Parfois, j'avais l'impression de vivre une aventure frustrante mais unique, quelque chose d'extraordinaire à quoi je n'avais jamais été préparé, une espèce d'escapade dans ma vie de dément. Je ne peux pas dire qu'il s'agissait de moments d'exaltation, seulement je peux affirmer que je retombais très bas quand la solitude et le gouffre qui séparait les deux mondes se liguaient pour saper un moral déjà bien bas.

Ce village était une geôle de mauvais goût, et le désert une prison très performante ; chaque jour, je déprimais davantage. Toutefois, je n'ai pas songé un instant à m'enfuir.

Il n'est pas facile d'expliquer mon comportement mais, tout bien réfléchi, il est encore plus malaisé de le qualifier d'aberrant. Comme seuls repères, j'avais la violence de mon enlèvement et l'organisation qu'il avait exigée. Sur cette base-là, la relative liberté dont je jouissais parmi les troglodytes était un soulagement, peut-être suffisant pour expliquer le peu d'intérêt que je portais aux motivations de mes kidnappeurs.
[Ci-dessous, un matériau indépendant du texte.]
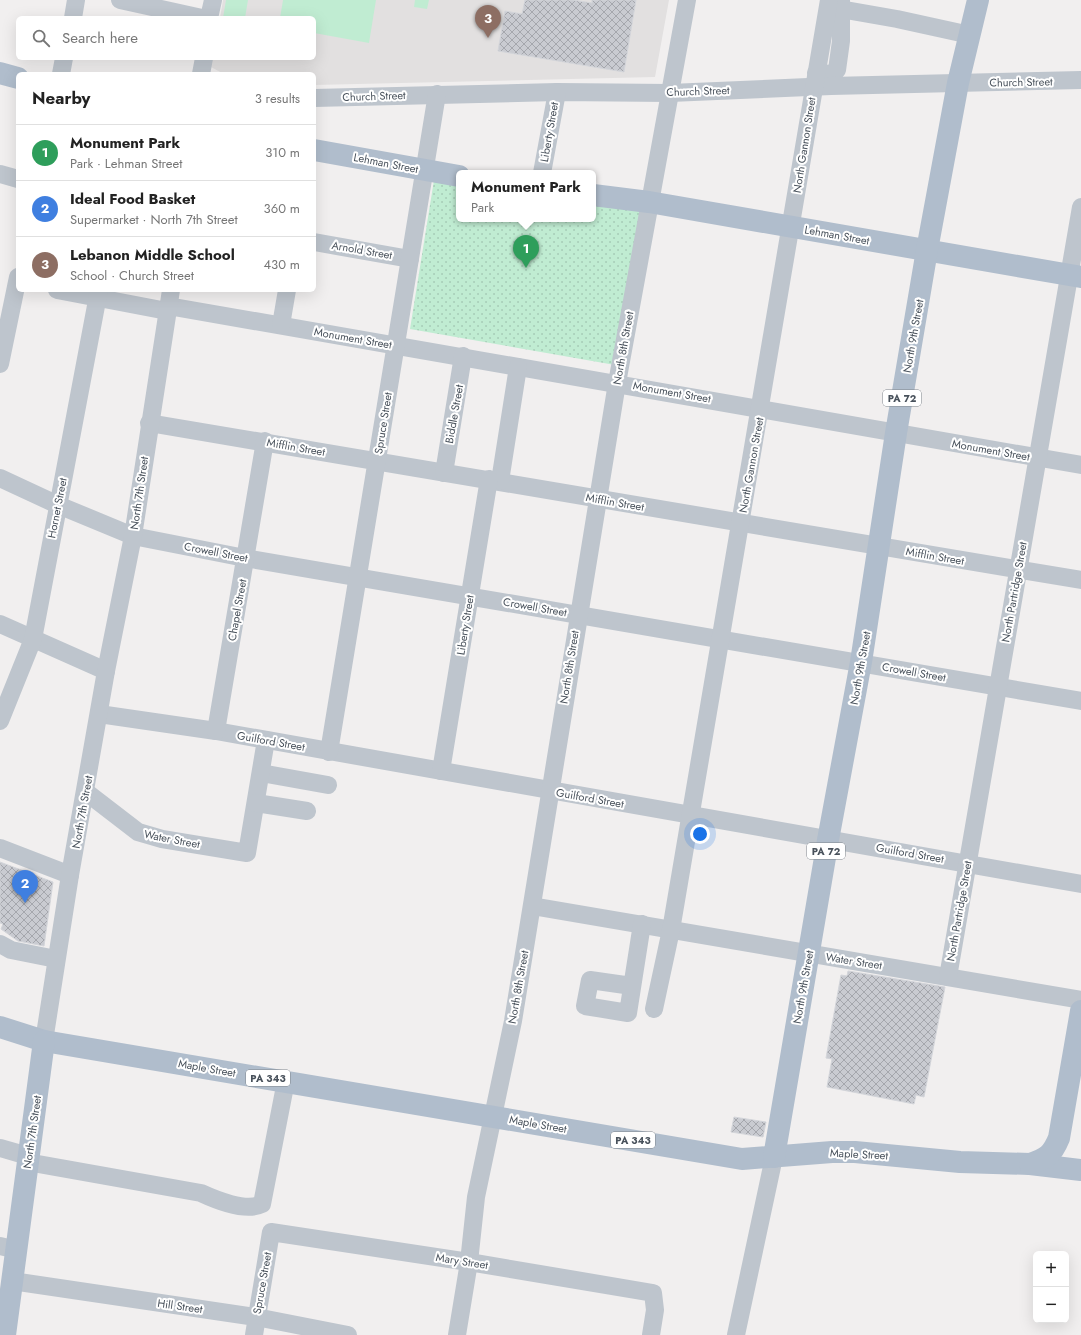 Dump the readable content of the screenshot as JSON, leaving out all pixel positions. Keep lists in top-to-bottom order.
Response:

En tout cas, il justifiait mon acceptation fataliste des événements.

Mais il ne faut pas croire que je ne me suis pas posé de questions : c'était ma principale activité cérébrale. Simplement, je me heurtais à une insuffisance de données qui, de surcroît, n'avaient aucun sens. Au bout d'un moment, j'avais résumé le problème à une seule interrogation : quel était le lien entre des ravisseurs aux méthodes de terroristes et un groupuscule de médecins humanitaires ? Il y avait bien sûr plusieurs réponses possibles, mais je refusais de les envisager ; quelque chose me semblait odieux.

J'ai disposé de cinq semaines pour imaginer d'autres questions, auxquelles je n'étais pas pressé de répondre. Un soir, quand le chef, rétabli, a pu rejoindre les siens, tout le village est descendu à la lumière des étoiles et nous nous sommes régalés de deux chèvres, en méchoui. Ç'a été un moment merveilleux, magique. Non parce que je n'avais pas mangé de viande depuis une éternité et que j'étais l'unique invité de cette fête mais parce que, cette nuit-là et les jours d'après, je ne me suis plus senti seul ni perdu.

Vers la fin de la fête, juste avant l'aube, le chef m'a fait lever et s'est lancé dans un discours auquel je n'ai rien compris mais qui certainement exprimait sa reconnaissance pour mes soins. À un moment, il a répété deux fois la même phrase sans l'achever, comme s'il ne savait pas comment terminer. Il s'est alors approché de moi et, dans son anglais très personnel, m'a demandé :

—         Pourquoi toi aides nous ?

—         Parce que je suis là, j'ai dit.

Sur le coup, je n'ai pas réfléchi à ce que je répondais. C'est plus tard que ça m'a fait très mal.